Like many of you, I’ve been drawn to the set of 23 questions that many of my friends with young children have been answering and sharing on Facebook. It makes me wish I had a young child to ask! It’s been lovely to see the answers which range from funny to sweet to thought-provoking. Thank you, Crystal Hardy, for originating these, or at least the stream that I saw HERE.
What gave me pause was the suggestion that your child’s answers be saved and asked again each year. As many of you know, my youngest child, Emma, died suddenly in her sleep at the age of 19. Instantly, every aspect of her life became precious as my family sought to preserve every piece of her that we could – from everything in her room to everything she had every written to every memory we could capture and freeze in as much detail as possible.
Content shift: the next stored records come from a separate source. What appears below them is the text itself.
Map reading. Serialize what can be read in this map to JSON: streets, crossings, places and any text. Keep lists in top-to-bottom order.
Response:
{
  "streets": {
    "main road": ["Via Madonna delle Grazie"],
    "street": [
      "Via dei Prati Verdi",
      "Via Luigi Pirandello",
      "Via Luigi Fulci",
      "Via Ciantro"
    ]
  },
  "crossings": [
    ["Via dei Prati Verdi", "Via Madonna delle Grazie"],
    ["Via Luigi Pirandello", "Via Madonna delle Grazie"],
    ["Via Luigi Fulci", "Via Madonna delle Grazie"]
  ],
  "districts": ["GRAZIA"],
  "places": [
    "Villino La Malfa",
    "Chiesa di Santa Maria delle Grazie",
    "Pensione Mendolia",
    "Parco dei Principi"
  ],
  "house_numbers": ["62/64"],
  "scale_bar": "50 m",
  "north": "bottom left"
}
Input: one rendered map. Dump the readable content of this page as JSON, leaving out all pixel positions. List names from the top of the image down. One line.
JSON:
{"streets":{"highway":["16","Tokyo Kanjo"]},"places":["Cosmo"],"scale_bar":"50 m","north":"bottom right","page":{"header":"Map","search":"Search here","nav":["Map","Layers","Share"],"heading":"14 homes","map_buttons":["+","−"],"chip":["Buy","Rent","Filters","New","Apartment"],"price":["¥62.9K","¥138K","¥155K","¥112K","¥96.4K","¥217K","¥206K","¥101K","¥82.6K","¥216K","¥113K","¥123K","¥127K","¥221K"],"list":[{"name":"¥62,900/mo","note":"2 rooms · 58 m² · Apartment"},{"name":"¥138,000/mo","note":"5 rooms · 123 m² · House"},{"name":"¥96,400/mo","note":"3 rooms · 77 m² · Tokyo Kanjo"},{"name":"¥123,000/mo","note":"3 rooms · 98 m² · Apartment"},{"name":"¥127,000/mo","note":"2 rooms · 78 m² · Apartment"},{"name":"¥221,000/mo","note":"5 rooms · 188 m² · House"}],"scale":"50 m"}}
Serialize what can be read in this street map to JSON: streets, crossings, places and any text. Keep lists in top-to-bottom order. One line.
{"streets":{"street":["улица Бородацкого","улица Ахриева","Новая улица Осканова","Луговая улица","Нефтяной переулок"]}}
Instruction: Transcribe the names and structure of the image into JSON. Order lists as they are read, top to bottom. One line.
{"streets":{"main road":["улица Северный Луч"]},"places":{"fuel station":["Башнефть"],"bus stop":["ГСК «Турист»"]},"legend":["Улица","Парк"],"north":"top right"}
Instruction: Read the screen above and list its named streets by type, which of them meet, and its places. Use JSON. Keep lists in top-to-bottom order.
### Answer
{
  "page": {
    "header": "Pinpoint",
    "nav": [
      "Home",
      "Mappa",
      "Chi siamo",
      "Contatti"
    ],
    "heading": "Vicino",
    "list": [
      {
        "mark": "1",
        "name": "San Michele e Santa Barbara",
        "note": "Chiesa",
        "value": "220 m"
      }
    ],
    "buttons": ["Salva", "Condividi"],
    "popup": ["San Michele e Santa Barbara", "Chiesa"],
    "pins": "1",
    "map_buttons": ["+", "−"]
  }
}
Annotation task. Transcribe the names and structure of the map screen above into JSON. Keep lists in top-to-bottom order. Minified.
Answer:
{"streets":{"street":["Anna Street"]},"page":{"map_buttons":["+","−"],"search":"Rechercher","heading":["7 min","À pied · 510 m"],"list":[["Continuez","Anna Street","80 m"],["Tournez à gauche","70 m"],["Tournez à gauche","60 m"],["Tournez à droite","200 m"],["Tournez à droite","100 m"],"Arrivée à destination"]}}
It became immediately clear that there was a void in what we knew, and thus could preserve, about Emma. Some were things I wished I had asked her more consistently (and remembered more deliberately) throughout the years. What was her favorite memory when she was 5? 10? 19? What were her favorite places? … the things she was most proud of?
The vast majority of you won’t lose your child to death, thank goodness. But you will lose your one-year-old when she becomes two, your toddler when he becomes four or five, your middle-schooler when she gets to high school. And one day, you will lose the young adult who is meant to leave you and start a family of his own. Will you have been able to preserve what matters most from each of those years?
These are the things I wish I had captured year over year about Emma. Perhaps I knew many of them at one time, in the moment, but my recall beyond the last few years of her life is sketchy. Oh, how I wish there had been Facebook when my children were children – the energy of the many often encourages the individual to respond in kind, and I have no doubt I would have joined into the question-asking wave.
This thinking led me to create a different set of questions – questions which I’d love to have a record of year over year – and of course I’ve posted them on Facebook! CHECK THEM OUT HERE! I hope they encourage a rewarding kind of dialog with your child. I’d love to see the various answers to these questions shared among my friends. I think they would help me remember some of what my child was like at various ages. More important, I hope they will help you remember as those all too important moments of the past cede their clarity to the demanding moments of the present.